T For Taj Mahal opens with American civil rights activist Medgar Evers's famous quote, "You can kill a man, but you can't kill an idea." One man, Bansi Pal, and his revolutionary idea for his village of Bajjar, on the outskirts of Agra, is the basis for this uplifting fictional film, directed by Kireet Khurana.
Bansi, played by Subrat Dutta, has been harbouring a sense of guilt for a couple of decades. Because of an innocent mistake on his part as a seven-year-old almost 20 years ago, Bajjar has no school and therefore generations after him have grown up illiterate.
As Bansi watches his kid brother Nanhe playing outdoors instead of sitting in a classroom, he feels compelled to act. When he can find no teacher able to come and teach, Bansi decides to open a dhaba (wayside eatery) on the road to the Taj Mahal to help pay for an eventual school. Along the way, the dhaba becomes a pathway to an incredible social movement.
Bansi recruits Saneechar (Pitobash), a savvy former resident of Bajjar, and cook Nathuram (Manoj Pahwa) to help him run the place. One day, as he watches a young girl teach his brother, a brainwave strikes him. Why not ask people to donate their time and ask them to help educate the children of Bajjar?
Thus begins Bansi's battle as he goes up against his villagers and every naysayer who tells him time is more valuable than money. He finds kind strangers, Indians and foreigners alike, who teach the growing group of children (and later even adults) the basics of English, Hindi and various other subjects.

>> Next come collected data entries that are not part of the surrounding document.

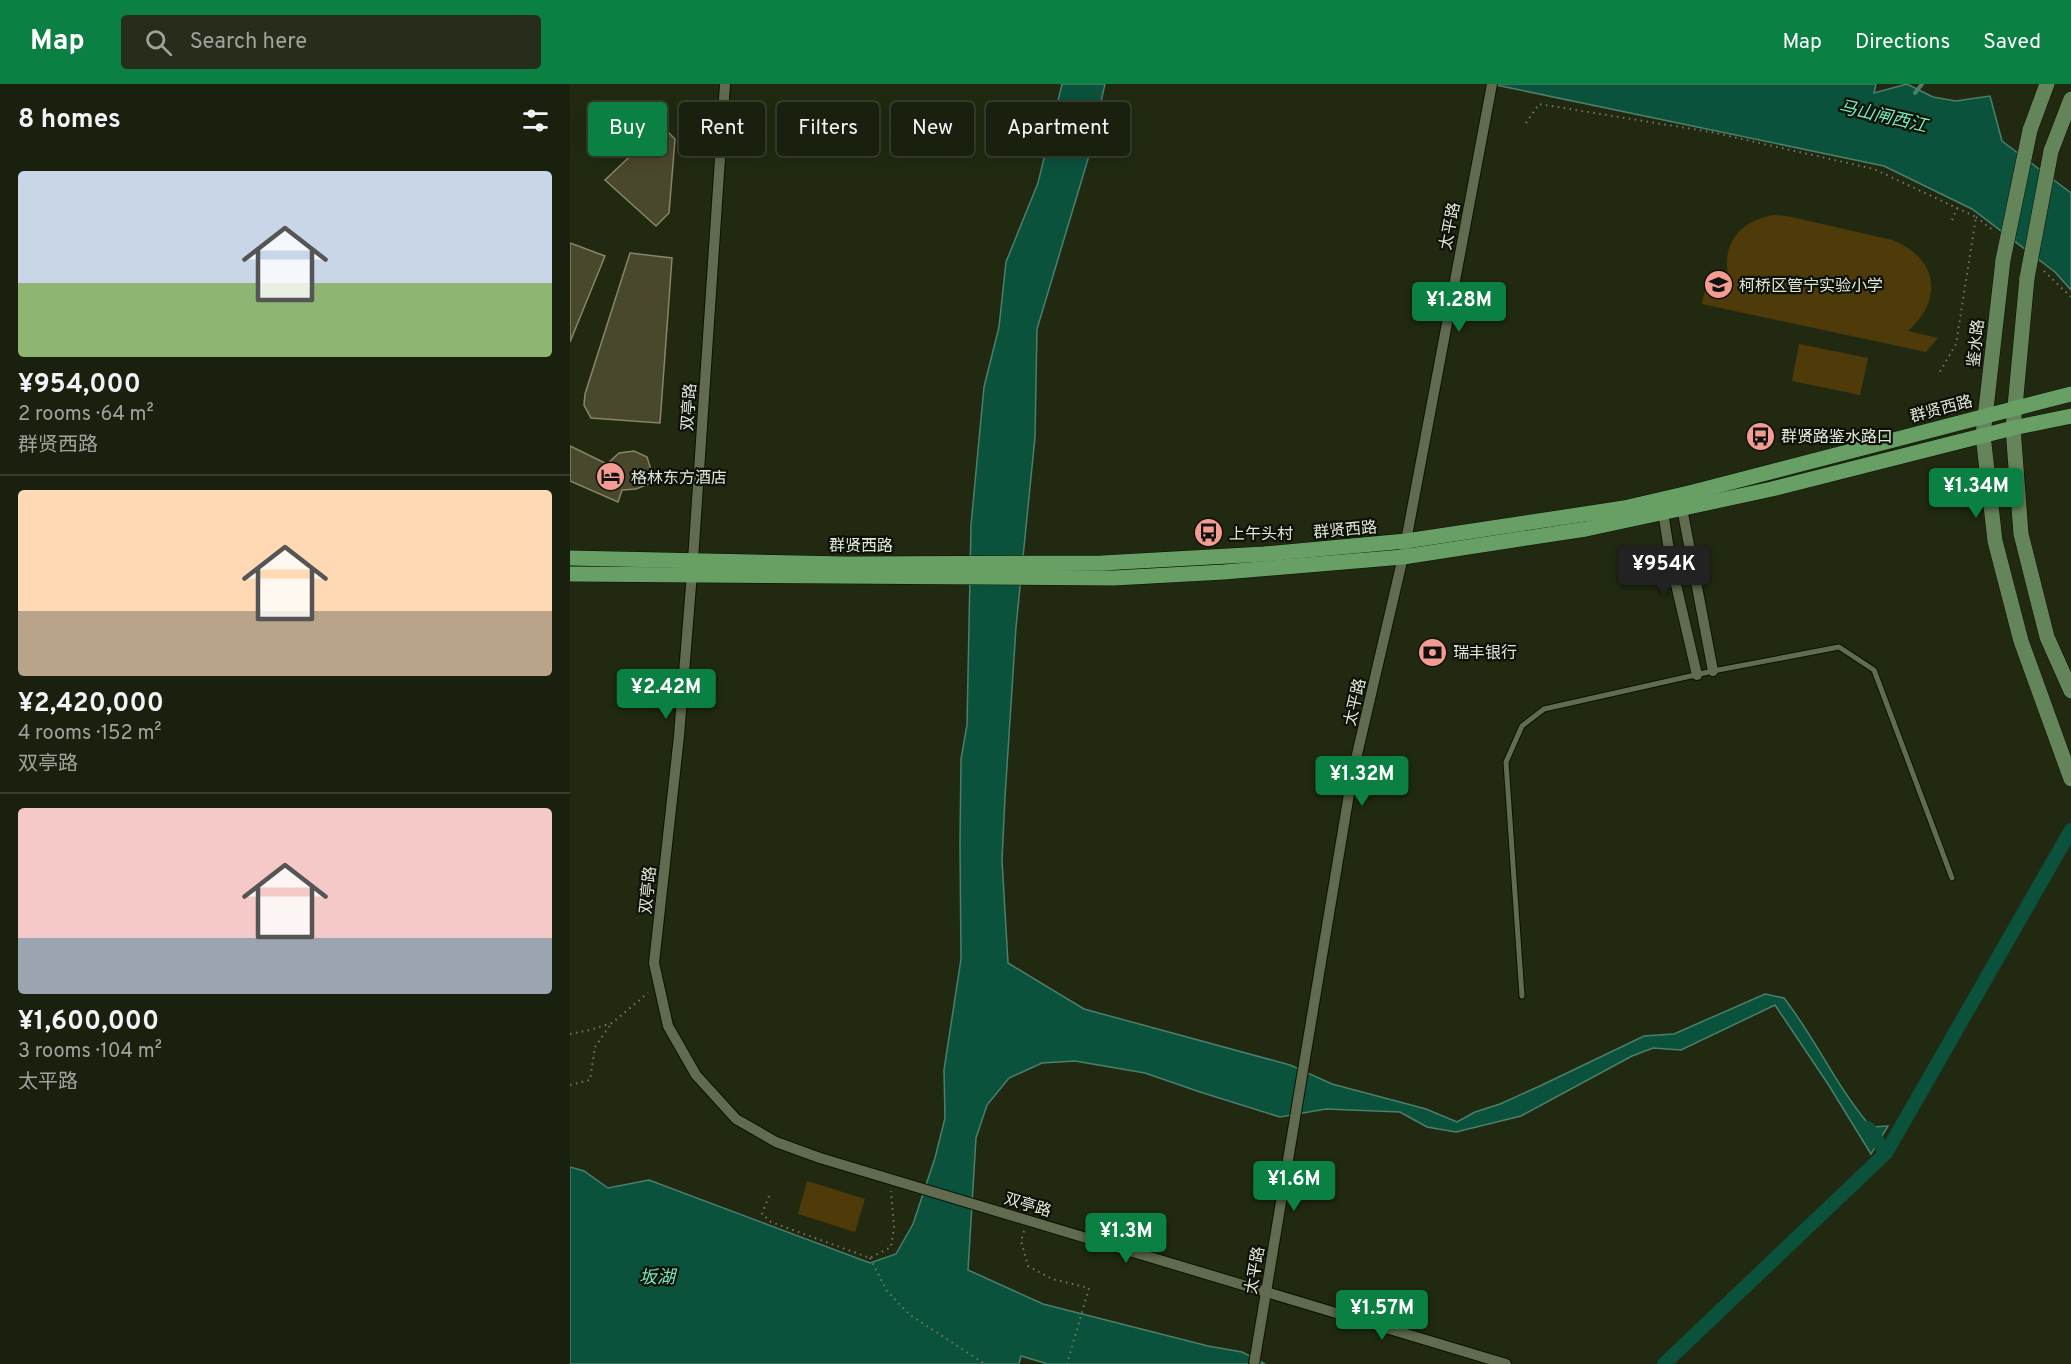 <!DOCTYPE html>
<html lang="en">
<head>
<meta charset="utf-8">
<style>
	body { margin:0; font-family:Overpass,"Noto Sans SC",sans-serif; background:#262d1b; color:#f1f3f6; height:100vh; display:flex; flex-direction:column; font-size:22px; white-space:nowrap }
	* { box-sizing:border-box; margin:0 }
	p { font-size:20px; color:#9fa39d }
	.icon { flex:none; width:33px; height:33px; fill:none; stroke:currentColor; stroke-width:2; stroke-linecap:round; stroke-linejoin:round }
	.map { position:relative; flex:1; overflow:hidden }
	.sheet { display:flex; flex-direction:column; background:#19200d; width:570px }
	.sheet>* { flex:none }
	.top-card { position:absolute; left:18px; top:18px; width:570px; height:54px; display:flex; gap:12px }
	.price { position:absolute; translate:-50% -51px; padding:0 14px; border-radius:6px; background:#0b8043; color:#fff; font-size:20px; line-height:39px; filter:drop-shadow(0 2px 3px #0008) }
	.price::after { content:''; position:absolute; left:50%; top:36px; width:18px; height:14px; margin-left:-9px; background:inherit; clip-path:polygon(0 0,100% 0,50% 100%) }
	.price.current { background:#222; color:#fff }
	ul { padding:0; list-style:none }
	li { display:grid; align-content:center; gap:12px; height:318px; padding:0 18px }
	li+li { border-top:2px solid #373e2e }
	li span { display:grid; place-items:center; height:186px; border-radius:6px; color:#555 }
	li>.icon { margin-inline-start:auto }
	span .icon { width:108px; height:108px; fill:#fffc; stroke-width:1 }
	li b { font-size:26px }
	h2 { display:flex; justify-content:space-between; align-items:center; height:72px; padding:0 18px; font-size:26px }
	.chip { padding:0 21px; border-radius:6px; background:#19200d; box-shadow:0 3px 15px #0003,0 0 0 2px #373e2e; font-size:21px; line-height:54px }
	.chip.current { background:#0b8043; color:#fff }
	header { display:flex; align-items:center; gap:36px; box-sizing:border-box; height:84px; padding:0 30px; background:#0b8043; color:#fff }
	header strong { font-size:28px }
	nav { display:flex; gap:33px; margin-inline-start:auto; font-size:21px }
	.search { width:420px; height:54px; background:#262d1b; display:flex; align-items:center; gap:15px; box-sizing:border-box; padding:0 21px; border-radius:6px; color:#9fa39d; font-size:22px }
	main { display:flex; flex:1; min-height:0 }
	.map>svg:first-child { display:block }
	.green { fill:#4e3b09 }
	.water { fill:#0b523c; stroke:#4b7f6b; stroke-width:1.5 }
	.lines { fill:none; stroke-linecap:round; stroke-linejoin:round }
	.stream { stroke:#4b7f6b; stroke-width:4 }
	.canal { stroke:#0b523c; stroke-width:14 }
	.building { fill:#49482c; stroke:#878667; stroke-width:1.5 }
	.lane-casing { stroke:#0a1200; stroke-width:7 }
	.street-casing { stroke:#0a1200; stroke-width:12 }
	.secondary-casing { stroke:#0a1200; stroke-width:16 }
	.primary-casing { stroke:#0a1200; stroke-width:16 }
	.path { stroke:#717964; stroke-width:2; stroke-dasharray:1.5 4.5; stroke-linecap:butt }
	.lane { stroke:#606b4f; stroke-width:5 }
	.street { stroke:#606b4f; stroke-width:10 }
	.secondary { stroke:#64855a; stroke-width:15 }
	.primary { stroke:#679f65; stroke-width:15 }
	.secondary-bridge-casing { stroke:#0a1200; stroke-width:16; stroke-linecap:butt }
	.secondary-bridge { stroke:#64855a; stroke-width:15 }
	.labels { text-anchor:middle; stroke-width:4.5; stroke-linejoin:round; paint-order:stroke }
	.street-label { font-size:16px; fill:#e0e7d8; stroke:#0d1107 }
	.poi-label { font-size:16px; fill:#e0e7d8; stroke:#0d1107; text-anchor:start }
	.water-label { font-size:18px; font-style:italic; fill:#74e9bc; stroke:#0d1107 }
</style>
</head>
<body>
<header>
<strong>Map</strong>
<div class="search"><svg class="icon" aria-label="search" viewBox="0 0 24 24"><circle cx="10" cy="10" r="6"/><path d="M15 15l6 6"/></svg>Search here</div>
<nav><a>Map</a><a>Directions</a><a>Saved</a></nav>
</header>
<main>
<section class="sheet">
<h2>8 homes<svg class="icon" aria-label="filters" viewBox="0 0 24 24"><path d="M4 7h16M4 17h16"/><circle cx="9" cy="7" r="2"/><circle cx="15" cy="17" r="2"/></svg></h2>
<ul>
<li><span style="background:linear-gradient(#c9d6e8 60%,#8fb573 0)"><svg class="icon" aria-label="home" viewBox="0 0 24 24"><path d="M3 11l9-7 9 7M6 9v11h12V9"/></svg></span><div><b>¥954,000</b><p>2 rooms · 64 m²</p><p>群贤西路</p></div></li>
<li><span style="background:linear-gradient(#ffd9b3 65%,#b9a48a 0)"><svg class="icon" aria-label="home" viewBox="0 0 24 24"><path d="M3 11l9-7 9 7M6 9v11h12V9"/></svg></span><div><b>¥2,420,000</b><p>4 rooms · 152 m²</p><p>双亭路</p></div></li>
<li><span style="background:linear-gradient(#f6c9c9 70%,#9aa5b1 0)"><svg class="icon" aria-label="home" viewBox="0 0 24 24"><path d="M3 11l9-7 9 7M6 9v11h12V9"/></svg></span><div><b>¥1,600,000</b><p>3 rooms · 104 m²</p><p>太平路</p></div></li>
</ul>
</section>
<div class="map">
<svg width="1501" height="1280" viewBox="0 0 1501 1280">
	<rect width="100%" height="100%" fill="#212a11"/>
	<!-- green -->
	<g class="green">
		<path d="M1204 131 1217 132 1322 156C1368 174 1374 215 1338 247L1368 254 1356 268 1132 220 1136 202 1163 207C1147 169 1163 138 1204 131Z"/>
		<polygon points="1229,260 1298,274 1290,311 1222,297"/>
		<polygon points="237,1097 295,1115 285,1148 228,1130"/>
	</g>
	<!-- water -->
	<g class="water">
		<path d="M492 0H535L518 75 467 245 465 353 446 543 435 713 432 776 438 879 514 925 720 981 762 1000 856 1025 887 1038 905 1028 930 1020 972 1001 1074 952 1104 950 1195 910 1214 914C1246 955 1267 1004 1301 1043L1318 1042 1301 1070 1258 1000 1205 921 1111 966 1083 964 1062 972 951 1032 886 1048 857 1043 830 1028 756 1025 710 1033 630 1008 575 989 505 977 472 979 439 994 417 1021 406 1054 398 1186 473 1220 638 1262 672 1268 695 1280H478L451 1272 449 1280H0V1083L14 1087 38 1104 79 1096 300 1179 326 1170 343 1140 365 1074 375 1034 374 986 391 875 390 759 391 675 397 641 401 441 414 303 429 243 436 178 468 99Z"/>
		<polygon points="921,0 1306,0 1304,9 1337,0 1363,13 1386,17 1420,12 1432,57 1501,109 1501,206 1485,188 1402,125 1314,82"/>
	</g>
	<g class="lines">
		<!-- stream -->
		<polyline class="stream" points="1345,9 1352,0"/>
		<!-- canal -->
		<g class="canal">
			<polyline points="1298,1044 1316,1069"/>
			<polyline points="1094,1280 1316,1069 1501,746"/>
		</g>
	</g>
	<!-- building -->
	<g class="building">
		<polygon points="92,42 105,55 99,129 86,142 35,96"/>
		<polygon points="0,159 35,172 0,258"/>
		<polygon points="60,169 102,174 90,339 21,334 14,321 15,310"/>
		<polygon points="0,362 37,380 49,369 64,367 77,373 82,389 79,400 66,405 52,406 48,418 0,397"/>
	</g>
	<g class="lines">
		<defs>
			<polyline id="lane" points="952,912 936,678 952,642 974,625 1143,587 1269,563 1304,586 1382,794"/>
			<g id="street">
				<polyline points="155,0 123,476 109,652 84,879 98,942 126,991 166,1035 206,1058 250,1074 936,1280"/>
				<polyline points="1112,424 1143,587"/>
				<polyline points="1093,428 1101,479 1127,591"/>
				<polyline points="684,1280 782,692 833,473 922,0"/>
			</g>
			<g id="secondary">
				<polyline points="1460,46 1477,0"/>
				<polyline points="1481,67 1501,15"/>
				<polyline points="1433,176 1413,351 1425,457 1451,557 1501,695"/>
				<polyline points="1457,194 1443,344 1451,450 1477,553 1501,607"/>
			</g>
			<g id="primary">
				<polyline points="0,474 276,480 532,479 694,470 836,457 1054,424 1123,408 1501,310"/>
				<polyline points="0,490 544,494 654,488 833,473 1016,445 1202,405 1443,344 1501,332"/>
			</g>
		</defs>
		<!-- lane casing -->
		<use href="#lane" class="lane-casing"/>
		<!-- street casing -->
		<use href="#street" class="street-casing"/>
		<!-- secondary casing -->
		<use href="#secondary" class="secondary-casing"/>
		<!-- primary casing -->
		<use href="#primary" class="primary-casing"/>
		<!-- path -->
		<g class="path">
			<polyline points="956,39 969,20 1141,48 1304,85 1406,133 1386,260 1368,291"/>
			<polyline points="1406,133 1425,148"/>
			<polyline points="1382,136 1387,124"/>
			<polyline points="1474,187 1501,213"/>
			<polyline points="0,950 20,946 42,939 78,909"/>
			<polyline points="0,1001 20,996 25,963 41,940"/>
			<polyline points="199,1112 192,1130 201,1138 300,1174 321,1163 324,1143 321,1107"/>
			<polyline points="454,1147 451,1157 458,1182 482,1195 519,1204 497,1280"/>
			<polyline points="300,1174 317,1207 340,1231 415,1280"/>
		</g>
		<!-- lane -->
		<use href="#lane" class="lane"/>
		<!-- street -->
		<use href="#street" class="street"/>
		<!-- secondary -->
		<use href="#secondary" class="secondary"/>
		<!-- primary -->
		<use href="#primary" class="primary"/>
		<defs>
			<g id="secondary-bridge">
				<polyline points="1433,176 1460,46"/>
				<polyline points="1457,194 1481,67"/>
			</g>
		</defs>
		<!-- secondary-bridge casing -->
		<use href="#secondary-bridge" class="secondary-bridge-casing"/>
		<!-- secondary-bridge -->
		<use href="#secondary-bridge" class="secondary-bridge"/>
	</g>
	<!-- icons -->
	<defs>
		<symbol id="school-disc" viewBox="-11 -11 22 22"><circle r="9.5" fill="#f59c92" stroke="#0d1107"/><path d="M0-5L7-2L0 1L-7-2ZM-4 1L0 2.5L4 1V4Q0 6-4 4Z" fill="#111"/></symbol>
		<symbol id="bus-disc" viewBox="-11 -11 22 22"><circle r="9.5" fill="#f59c92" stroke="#0d1107"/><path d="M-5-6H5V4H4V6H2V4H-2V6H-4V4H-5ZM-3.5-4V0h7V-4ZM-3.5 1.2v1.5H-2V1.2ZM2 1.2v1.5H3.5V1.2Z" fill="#111"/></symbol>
		<symbol id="hotel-disc" viewBox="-11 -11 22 22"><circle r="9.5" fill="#f59c92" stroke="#0d1107"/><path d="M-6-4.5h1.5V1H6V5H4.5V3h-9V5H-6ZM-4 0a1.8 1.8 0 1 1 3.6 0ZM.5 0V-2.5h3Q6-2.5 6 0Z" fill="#111"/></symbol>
		<symbol id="bank-disc" viewBox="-11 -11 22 22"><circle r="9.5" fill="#f59c92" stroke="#0d1107"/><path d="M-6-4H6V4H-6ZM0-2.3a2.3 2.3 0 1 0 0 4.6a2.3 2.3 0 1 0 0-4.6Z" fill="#111"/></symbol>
	</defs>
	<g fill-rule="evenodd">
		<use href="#school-disc" x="1132" y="184" width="33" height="33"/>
		<use href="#bus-disc" x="1174" y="336" width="33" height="33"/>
		<use href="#hotel-disc" x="24" y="376" width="33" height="33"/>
		<use href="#bus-disc" x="622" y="432" width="33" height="33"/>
		<use href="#bank-disc" x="846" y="552" width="33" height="33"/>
	</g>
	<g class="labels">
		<!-- street labels -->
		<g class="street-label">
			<text transform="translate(879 142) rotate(-79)" y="6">太平路</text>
			<text transform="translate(1405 259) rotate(-84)" y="6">鉴水路</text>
			<text transform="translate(118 323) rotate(-86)" y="6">双亭路</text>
			<text transform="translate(1371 324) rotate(-15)" y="6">群贤西路</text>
			<text transform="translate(775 445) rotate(-5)" y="6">群贤西路</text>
			<text x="291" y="467">群贤西路</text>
			<text transform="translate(784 618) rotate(-77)" y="6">太平路</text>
			<text transform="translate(77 806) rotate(-84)" y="6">双亭路</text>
			<text transform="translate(458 1120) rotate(17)" y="6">双亭路</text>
			<text transform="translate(684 1186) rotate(-80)" y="6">太平路</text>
		</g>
		<!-- poi labels -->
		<g class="poi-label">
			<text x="1169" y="207">柯桥区管宁实验小学</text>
			<text x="1211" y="358">群贤路鉴水路口</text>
			<text x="61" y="399">格林东方酒店</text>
			<text x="659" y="455">上午头村</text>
			<text x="883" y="574">瑞丰银行</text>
		</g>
		<!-- water labels -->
		<g class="water-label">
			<text transform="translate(1313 32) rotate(13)" y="6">马山闸西江</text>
			<text x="87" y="1199">坂湖</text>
		</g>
	</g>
</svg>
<b class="price" style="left:889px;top:249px">¥1.28M</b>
<b class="price" style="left:1406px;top:435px">¥1.34M</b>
<b class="price current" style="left:1094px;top:513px">¥954K</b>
<b class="price" style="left:96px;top:636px">¥2.42M</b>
<b class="price" style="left:792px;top:723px">¥1.32M</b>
<b class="price" style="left:724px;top:1128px">¥1.6M</b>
<b class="price" style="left:556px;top:1180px">¥1.3M</b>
<b class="price" style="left:812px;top:1257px">¥1.57M</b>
<div class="top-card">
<a class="chip current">Buy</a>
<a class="chip">Rent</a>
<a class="chip">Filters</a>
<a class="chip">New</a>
<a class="chip">Apartment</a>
</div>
</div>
</main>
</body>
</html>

But no one is as helpful as Janet (Ali Faulkner), an American who comes to live at Bajjar and chalk out an educational programme for them to follow. Slowly, Bansi's pipedream becomes a reality, until it is threatened by a competing restaurant that can offer modern amenities but contains no heart like his Taj Mahal Dhaba.
Writers Ashish Aryan and Khurana have layered the film with lovely little details and created memorable characters. Pitobash as the multi-lingual Saneechar is a delight, as is Manoj Pahwa as the surly cook with the heart of gold. The children of Bajjar, as they grow in confidence with their education, are wonderful to watch, along with the transformation of the village community.
The small cast of the film delivers on all notes; Dutta is especially effective as Bansi who constantly feels the burden of his mistake made as a child. Bidita Bag, as Nathuram's daughter Chuniya and Bansi's love interest, is convincing. There is even a cameo by actress Raveena Tandon Thadani as a customer at the dhaba.
The film has the right balance of emotion and humour, and the screenplay never lags at any moment, taking us along on the journey with Bansi, experiencing both highs and lows. Advait Nemlekar's score, too, kicks in at the right moments, reminding us what's at stake.
Khurana knows where to keep the focus in the film and even when things look bad, you know they will eventually fall into place. T For Taj Mahal is a story narrated to us by Janet, and she comes in and out of the narrative, leaving us to wonder about certain lingering plot points involving her.
But on the whole, T For Taj Mahal feels as though if it were a fairytale, so steeped in goodness and hope it is. But in this dark, often chaotic, world we live in now, is that really a bad thing? We could use more of this goodness and hope all around.
T For Taj Mahal was screened at the 10th Jagran Film Festival in Mumbai on 26 September.